Il mio problema è: in quale lingua devo parlare? In greco? Ellenico? Arabo? Oppure preferite il francese? Meglio in inglese. Allora dovrete sopportare il mio povero inglese. OK? Se non capite ditemelo, così parlerò in arabo.

Benvenuti a Damasco! Io sono il Patriarca Vicario dei Cattolici Greci di Damasco. Vi dico come stanno realmente le cose in Siria. In Siria ci sono Calcedoni e non Calcedoni in quanto tutti i Consigli, le risoluzioni della storia della Chiesa si sono avuti nella nostra terra. Dunque, la nostra terra è un Terra Santa. Da qui viene San Paolo. Vi chiedo di scusarmi, non sapevo che sareste venuti a Damasco altrimenti mi sarebbe piaciuto preparare qualcosa per voi. Questa mattina siete stati in Cattedrale. Io ero assente in quanto dovevo celebrare due messe in altre chiese.

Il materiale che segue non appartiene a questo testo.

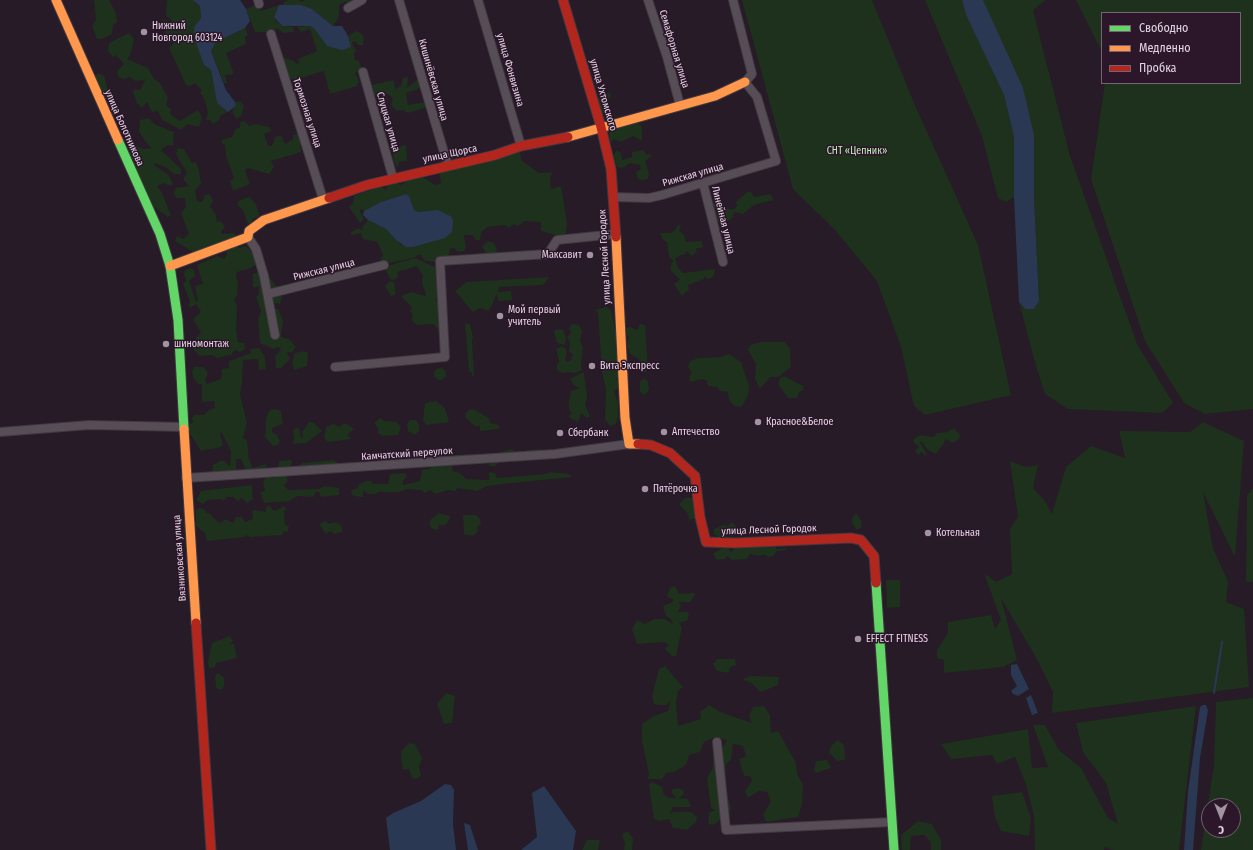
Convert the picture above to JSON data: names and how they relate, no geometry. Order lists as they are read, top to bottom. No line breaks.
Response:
{"streets":{"street":["Семафорная улица","улица Фонвизина","Кишинёвская улица","улица Ухтомского","Тормозная улица","Слуцкая улица","улица Болотникова","улица Щорса","Рижская улица","Линейная улица","улица Лесной Городок","Камчатский переулок","Вязниковская улица"]},"crossings":[["Семафорная улица","улица Щорса"],["улица Фонвизина","улица Щорса"],["Кишинёвская улица","улица Щорса"],["улица Ухтомского","улица Щорса"],["улица Ухтомского","Рижская улица"],["улица Ухтомского","улица Лесной Городок"],["Тормозная улица","улица Щорса"],["Слуцкая улица","улица Щорса"],["улица Болотникова","улица Щорса"],["улица Болотникова","Вязниковская улица"],["улица Щорса","Рижская улица"],["улица Щорса","Вязниковская улица"],["Рижская улица","Линейная улица"],["Рижская улица","улица Лесной Городок"],["улица Лесной Городок","Камчатский переулок"],["Камчатский переулок","Вязниковская улица"]],"parks":["СНТ «Цепник»"],"places":["Нижний Новгород 603124","Максавит","Мой первый учитель","шиномонтаж","Вита Экспресс","Красное&Белое","Аптечество","Сбербанк","Пятёрочка","Котельная","EFFECT FITNESS"],"legend":["Свободно","Медленно","Пробка"],"north":"bottom"}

La comunità di Damasco supporta tutta la storia della Chiesa. A Damasco abbiamo i Greci Ortodossi e i Greci Cattolici. Gli Ortodossi Siriani e i Cattolici Siriani. Gli Ortodossi Armeni e i Cattolici Armeni, i Maroniti, i Protestanti, gli Anglicani, i Latini. In Siria è rappresentata ogni Chiesa.

La Siria è molto importante. Quando il Papa Giovanni Paolo II venne in Siria, abbiamo chiamato la sua visita "Siria, l'inizio della Cristianità". E' molto importante. Se Gesù comincia la sua vita tra noi da Gerusalemme, la Cristianità, come Chiesa, comincia in Siria con Anania e San Paolo. Conosciamo la storia dagli Atti degli Apostoli.

Oggi in Siria stiamo vivendo, tra le Chiese, una vita ecumenica. E' veramente una Chiesa Ecumenica.

Devo dirvi un segreto che forse non sapete. Abbiamo costruito insieme una prima chiesa per i Greci Ortodossi e i Greci Cattolici. Le due Chiese hanno sborsato del denaro per costruirla ma in realtà essa è per tutte le Chiese. Così i Greci Cattolici possono rappresentare tutti gli altri Cattolici e i Greci Ortodossi possono rappresentare tutti gli Ortodossi. Ognuno può celebrare la Messa nella chiesa di S. Pietro e di S. Paolo di Dumar. Abbiamo aperto questa chiesa alcuni mesi fa'. All'apertura eravamo tutti insieme, il Patriarca Greco Ortodosso e il Patriarca Greco Cattolico con tutti i vescovi di Damasco.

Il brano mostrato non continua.